*Required work*
Only the lines from the beginning of the entries through the one that holds "ctx.strokeStyle = halo;" may appear in the answer, written out exactly and free of pictures.

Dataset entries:
= = =
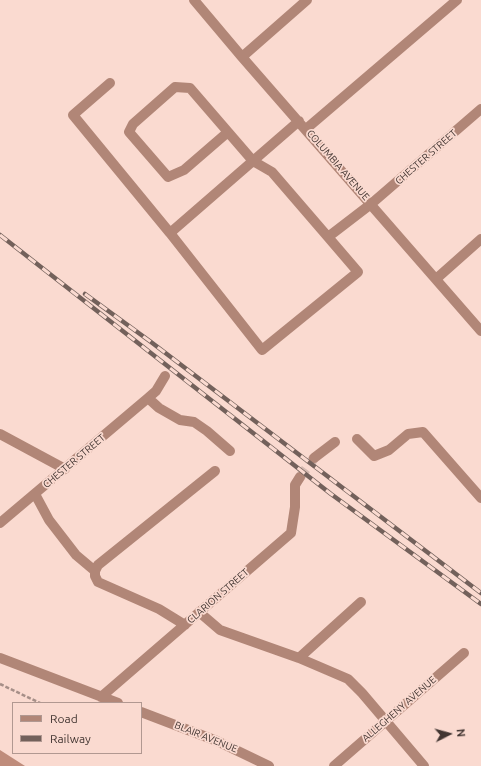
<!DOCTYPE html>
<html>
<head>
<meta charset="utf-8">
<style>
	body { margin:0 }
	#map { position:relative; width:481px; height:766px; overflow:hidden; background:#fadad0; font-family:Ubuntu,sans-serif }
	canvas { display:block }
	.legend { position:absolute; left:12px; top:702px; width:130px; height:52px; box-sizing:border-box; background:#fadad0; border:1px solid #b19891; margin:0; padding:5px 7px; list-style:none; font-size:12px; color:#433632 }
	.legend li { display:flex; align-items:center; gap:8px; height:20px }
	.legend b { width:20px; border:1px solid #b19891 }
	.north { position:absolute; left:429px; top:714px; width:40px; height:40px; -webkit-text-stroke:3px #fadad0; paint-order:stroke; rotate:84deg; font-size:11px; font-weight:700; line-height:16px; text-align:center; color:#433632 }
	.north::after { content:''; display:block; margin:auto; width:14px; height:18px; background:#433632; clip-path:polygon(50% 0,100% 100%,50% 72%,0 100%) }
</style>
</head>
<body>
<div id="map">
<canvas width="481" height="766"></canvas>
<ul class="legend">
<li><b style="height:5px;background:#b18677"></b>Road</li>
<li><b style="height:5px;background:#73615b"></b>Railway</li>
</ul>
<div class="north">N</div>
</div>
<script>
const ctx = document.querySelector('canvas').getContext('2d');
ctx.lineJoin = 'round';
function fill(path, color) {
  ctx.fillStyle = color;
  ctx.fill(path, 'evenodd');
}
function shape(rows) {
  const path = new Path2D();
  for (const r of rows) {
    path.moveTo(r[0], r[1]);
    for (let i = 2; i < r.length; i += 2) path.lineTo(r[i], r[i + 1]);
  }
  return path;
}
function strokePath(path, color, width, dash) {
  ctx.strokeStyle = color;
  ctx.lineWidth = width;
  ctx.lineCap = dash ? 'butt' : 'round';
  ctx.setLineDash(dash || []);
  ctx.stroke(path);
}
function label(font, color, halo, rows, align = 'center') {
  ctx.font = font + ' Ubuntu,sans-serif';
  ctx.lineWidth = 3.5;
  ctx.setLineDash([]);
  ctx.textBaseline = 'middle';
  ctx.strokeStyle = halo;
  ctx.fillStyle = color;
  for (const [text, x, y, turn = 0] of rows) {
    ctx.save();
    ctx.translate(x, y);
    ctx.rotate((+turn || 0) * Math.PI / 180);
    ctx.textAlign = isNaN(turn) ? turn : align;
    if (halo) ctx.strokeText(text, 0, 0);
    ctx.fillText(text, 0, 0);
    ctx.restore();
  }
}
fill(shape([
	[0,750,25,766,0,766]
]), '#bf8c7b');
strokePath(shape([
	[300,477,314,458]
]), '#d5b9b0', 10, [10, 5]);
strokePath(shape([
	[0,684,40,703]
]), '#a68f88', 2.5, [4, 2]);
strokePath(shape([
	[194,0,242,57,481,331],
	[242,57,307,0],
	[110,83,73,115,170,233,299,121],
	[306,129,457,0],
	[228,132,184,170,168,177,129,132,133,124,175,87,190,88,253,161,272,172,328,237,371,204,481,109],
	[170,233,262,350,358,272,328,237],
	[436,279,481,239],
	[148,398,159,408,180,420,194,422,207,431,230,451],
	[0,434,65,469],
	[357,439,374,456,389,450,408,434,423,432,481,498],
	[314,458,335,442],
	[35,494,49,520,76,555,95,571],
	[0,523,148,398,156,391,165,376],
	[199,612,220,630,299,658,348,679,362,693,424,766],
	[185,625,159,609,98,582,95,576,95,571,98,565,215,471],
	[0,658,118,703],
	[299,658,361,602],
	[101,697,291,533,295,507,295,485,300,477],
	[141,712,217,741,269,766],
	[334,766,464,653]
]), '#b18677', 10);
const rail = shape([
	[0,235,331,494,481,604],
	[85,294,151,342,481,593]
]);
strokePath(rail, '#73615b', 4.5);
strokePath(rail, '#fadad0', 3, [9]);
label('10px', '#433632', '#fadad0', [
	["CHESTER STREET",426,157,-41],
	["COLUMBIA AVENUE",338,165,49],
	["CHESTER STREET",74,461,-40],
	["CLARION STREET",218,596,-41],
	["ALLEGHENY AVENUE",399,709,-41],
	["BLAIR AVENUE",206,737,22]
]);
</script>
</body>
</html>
= = =
*Task answer*
<!DOCTYPE html>
<html>
<head>
<meta charset="utf-8">
<style>
	body { margin:0 }
	#map { position:relative; width:481px; height:766px; overflow:hidden; background:#fadad0; font-family:Ubuntu,sans-serif }
	canvas { display:block }
	.legend { position:absolute; left:12px; top:702px; width:130px; height:52px; box-sizing:border-box; background:#fadad0; border:1px solid #b19891; margin:0; padding:5px 7px; list-style:none; font-size:12px; color:#433632 }
	.legend li { display:flex; align-items:center; gap:8px; height:20px }
	.legend b { width:20px; border:1px solid #b19891 }
	.north { position:absolute; left:429px; top:714px; width:40px; height:40px; -webkit-text-stroke:3px #fadad0; paint-order:stroke; rotate:84deg; font-size:11px; font-weight:700; line-height:16px; text-align:center; color:#433632 }
	.north::after { content:''; display:block; margin:auto; width:14px; height:18px; background:#433632; clip-path:polygon(50% 0,100% 100%,50% 72%,0 100%) }
</style>
</head>
<body>
<div id="map">
<canvas width="481" height="766"></canvas>
<ul class="legend">
<li><b style="height:5px;background:#b18677"></b>Road</li>
<li><b style="height:5px;background:#73615b"></b>Railway</li>
</ul>
<div class="north">N</div>
</div>
<script>
const ctx = document.querySelector('canvas').getContext('2d');
ctx.lineJoin = 'round';
function fill(path, color) {
  ctx.fillStyle = color;
  ctx.fill(path, 'evenodd');
}
function shape(rows) {
  const path = new Path2D();
  for (const r of rows) {
    path.moveTo(r[0], r[1]);
    for (let i = 2; i < r.length; i += 2) path.lineTo(r[i], r[i + 1]);
  }
  return path;
}
function strokePath(path, color, width, dash) {
  ctx.strokeStyle = color;
  ctx.lineWidth = width;
  ctx.lineCap = dash ? 'butt' : 'round';
  ctx.setLineDash(dash || []);
  ctx.stroke(path);
}
function label(font, color, halo, rows, align = 'center') {
  ctx.font = font + ' Ubuntu,sans-serif';
  ctx.lineWidth = 3.5;
  ctx.setLineDash([]);
  ctx.textBaseline = 'middle';
  ctx.strokeStyle = halo;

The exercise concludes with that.